*** Opening of Source data ***

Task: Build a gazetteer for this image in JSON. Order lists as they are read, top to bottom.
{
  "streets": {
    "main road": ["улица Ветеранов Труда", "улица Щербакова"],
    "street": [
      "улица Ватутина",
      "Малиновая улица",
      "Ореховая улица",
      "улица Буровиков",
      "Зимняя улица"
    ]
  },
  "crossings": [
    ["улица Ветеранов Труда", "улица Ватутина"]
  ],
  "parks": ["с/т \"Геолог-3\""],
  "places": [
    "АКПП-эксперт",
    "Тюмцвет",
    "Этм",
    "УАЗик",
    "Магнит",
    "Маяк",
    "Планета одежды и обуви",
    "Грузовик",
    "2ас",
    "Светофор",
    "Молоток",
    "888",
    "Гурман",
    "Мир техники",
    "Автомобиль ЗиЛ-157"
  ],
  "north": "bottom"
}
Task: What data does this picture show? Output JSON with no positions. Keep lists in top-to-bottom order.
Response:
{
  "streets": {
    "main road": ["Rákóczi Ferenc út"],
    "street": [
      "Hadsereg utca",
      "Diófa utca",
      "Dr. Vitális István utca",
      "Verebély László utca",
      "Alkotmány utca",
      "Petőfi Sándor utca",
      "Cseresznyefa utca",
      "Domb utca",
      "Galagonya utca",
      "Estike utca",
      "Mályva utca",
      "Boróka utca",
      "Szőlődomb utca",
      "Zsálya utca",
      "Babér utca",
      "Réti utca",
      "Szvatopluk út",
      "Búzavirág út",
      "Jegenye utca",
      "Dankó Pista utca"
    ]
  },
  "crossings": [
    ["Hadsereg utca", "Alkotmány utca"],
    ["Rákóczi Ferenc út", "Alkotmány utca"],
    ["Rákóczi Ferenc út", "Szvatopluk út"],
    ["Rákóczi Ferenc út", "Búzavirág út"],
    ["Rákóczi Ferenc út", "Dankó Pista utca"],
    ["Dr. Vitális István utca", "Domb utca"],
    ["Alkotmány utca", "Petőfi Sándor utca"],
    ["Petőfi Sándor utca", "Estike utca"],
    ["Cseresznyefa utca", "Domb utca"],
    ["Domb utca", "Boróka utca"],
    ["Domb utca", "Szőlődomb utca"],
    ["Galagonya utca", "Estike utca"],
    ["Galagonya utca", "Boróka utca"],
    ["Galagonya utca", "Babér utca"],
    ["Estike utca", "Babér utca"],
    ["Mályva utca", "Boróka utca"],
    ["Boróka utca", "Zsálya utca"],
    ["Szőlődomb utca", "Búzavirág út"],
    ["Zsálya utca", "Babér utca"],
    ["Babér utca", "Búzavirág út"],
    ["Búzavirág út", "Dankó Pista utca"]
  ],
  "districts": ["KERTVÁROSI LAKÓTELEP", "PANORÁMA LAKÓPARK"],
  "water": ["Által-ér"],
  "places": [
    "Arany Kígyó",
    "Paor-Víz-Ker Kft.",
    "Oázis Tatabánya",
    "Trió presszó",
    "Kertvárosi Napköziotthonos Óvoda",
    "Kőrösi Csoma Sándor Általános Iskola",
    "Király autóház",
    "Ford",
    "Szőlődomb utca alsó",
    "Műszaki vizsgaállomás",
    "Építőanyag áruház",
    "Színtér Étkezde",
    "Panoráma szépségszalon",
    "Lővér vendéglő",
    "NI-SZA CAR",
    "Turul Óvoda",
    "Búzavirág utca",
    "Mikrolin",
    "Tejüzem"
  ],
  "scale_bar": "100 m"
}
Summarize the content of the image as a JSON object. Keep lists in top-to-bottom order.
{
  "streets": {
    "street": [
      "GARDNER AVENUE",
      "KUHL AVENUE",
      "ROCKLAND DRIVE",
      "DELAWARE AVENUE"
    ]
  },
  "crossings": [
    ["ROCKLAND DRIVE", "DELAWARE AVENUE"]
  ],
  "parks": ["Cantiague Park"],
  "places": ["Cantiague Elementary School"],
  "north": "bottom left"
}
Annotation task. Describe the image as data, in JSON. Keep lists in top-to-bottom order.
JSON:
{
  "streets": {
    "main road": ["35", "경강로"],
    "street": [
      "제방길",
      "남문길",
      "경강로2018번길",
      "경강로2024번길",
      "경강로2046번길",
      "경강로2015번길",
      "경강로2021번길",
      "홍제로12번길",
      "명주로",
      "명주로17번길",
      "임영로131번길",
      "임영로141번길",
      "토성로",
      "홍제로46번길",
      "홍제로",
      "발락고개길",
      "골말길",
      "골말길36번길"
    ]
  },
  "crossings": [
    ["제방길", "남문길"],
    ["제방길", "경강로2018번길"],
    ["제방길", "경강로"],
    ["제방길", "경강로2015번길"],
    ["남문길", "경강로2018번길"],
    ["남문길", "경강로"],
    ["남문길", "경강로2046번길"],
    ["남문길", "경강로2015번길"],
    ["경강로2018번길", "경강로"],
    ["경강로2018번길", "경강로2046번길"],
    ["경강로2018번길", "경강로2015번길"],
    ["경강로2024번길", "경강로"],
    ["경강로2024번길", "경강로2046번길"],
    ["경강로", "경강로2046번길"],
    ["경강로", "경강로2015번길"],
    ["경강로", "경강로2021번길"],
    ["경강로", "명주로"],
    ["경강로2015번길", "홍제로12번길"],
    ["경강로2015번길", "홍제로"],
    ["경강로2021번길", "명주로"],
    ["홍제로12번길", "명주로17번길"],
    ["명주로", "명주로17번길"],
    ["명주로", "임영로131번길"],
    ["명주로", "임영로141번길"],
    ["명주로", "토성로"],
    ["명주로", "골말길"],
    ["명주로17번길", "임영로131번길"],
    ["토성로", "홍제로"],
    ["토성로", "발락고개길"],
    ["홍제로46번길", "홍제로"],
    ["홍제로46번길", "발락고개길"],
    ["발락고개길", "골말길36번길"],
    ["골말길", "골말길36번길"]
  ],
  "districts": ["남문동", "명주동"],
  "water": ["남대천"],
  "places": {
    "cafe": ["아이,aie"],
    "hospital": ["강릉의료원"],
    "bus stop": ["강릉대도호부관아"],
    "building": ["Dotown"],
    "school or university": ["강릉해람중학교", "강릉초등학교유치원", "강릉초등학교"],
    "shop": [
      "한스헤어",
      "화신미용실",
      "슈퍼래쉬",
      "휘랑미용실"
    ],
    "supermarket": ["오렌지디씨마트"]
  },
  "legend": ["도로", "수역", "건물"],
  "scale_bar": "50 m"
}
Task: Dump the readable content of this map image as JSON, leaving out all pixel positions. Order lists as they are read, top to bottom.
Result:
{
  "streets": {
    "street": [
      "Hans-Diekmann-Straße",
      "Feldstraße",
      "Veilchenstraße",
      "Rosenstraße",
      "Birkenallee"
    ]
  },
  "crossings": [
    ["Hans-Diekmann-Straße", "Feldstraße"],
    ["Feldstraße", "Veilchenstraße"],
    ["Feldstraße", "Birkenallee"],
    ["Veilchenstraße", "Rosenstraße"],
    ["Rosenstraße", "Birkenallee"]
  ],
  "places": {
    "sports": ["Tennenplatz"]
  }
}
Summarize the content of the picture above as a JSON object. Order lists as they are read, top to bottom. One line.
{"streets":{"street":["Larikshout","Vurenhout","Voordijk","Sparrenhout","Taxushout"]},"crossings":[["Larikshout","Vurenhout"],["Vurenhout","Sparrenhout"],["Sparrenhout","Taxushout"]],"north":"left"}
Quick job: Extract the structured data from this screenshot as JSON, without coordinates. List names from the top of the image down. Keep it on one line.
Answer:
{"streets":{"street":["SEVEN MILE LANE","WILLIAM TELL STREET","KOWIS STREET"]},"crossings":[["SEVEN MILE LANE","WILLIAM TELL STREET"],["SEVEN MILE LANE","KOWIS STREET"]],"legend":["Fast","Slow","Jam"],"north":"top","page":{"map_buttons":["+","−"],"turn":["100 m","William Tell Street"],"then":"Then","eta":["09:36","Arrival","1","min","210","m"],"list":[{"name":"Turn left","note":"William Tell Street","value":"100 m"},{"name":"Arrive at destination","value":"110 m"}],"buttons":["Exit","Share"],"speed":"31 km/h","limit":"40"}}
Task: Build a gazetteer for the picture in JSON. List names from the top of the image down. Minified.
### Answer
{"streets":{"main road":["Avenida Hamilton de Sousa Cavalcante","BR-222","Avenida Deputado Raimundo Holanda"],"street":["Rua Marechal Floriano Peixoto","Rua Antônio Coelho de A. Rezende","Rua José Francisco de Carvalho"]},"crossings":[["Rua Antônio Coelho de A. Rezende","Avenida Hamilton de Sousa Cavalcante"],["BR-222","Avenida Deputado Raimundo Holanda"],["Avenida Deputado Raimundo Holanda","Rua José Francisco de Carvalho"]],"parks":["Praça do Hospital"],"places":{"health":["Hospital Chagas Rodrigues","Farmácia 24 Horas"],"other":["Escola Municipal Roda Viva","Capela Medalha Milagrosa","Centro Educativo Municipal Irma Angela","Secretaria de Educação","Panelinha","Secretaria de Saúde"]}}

*** Close of Source data ***

Work task. Take the listing from its first line to the line containing "Task: What data". Reproduce those lines exactly and nothing else.

Solution below.
Task: Build a gazetteer for this image in JSON. Order lists as they are read, top to bottom.
{
  "streets": {
    "main road": ["улица Ветеранов Труда", "улица Щербакова"],
    "street": [
      "улица Ватутина",
      "Малиновая улица",
      "Ореховая улица",
      "улица Буровиков",
      "Зимняя улица"
    ]
  },
  "crossings": [
    ["улица Ветеранов Труда", "улица Ватутина"]
  ],
  "parks": ["с/т \"Геолог-3\""],
  "places": [
    "АКПП-эксперт",
    "Тюмцвет",
    "Этм",
    "УАЗик",
    "Магнит",
    "Маяк",
    "Планета одежды и обуви",
    "Грузовик",
    "2ас",
    "Светофор",
    "Молоток",
    "888",
    "Гурман",
    "Мир техники",
    "Автомобиль ЗиЛ-157"
  ],
  "north": "bottom"
}
Task: What data does this picture show? Output JSON with no positions. Keep lists in top-to-bottom order.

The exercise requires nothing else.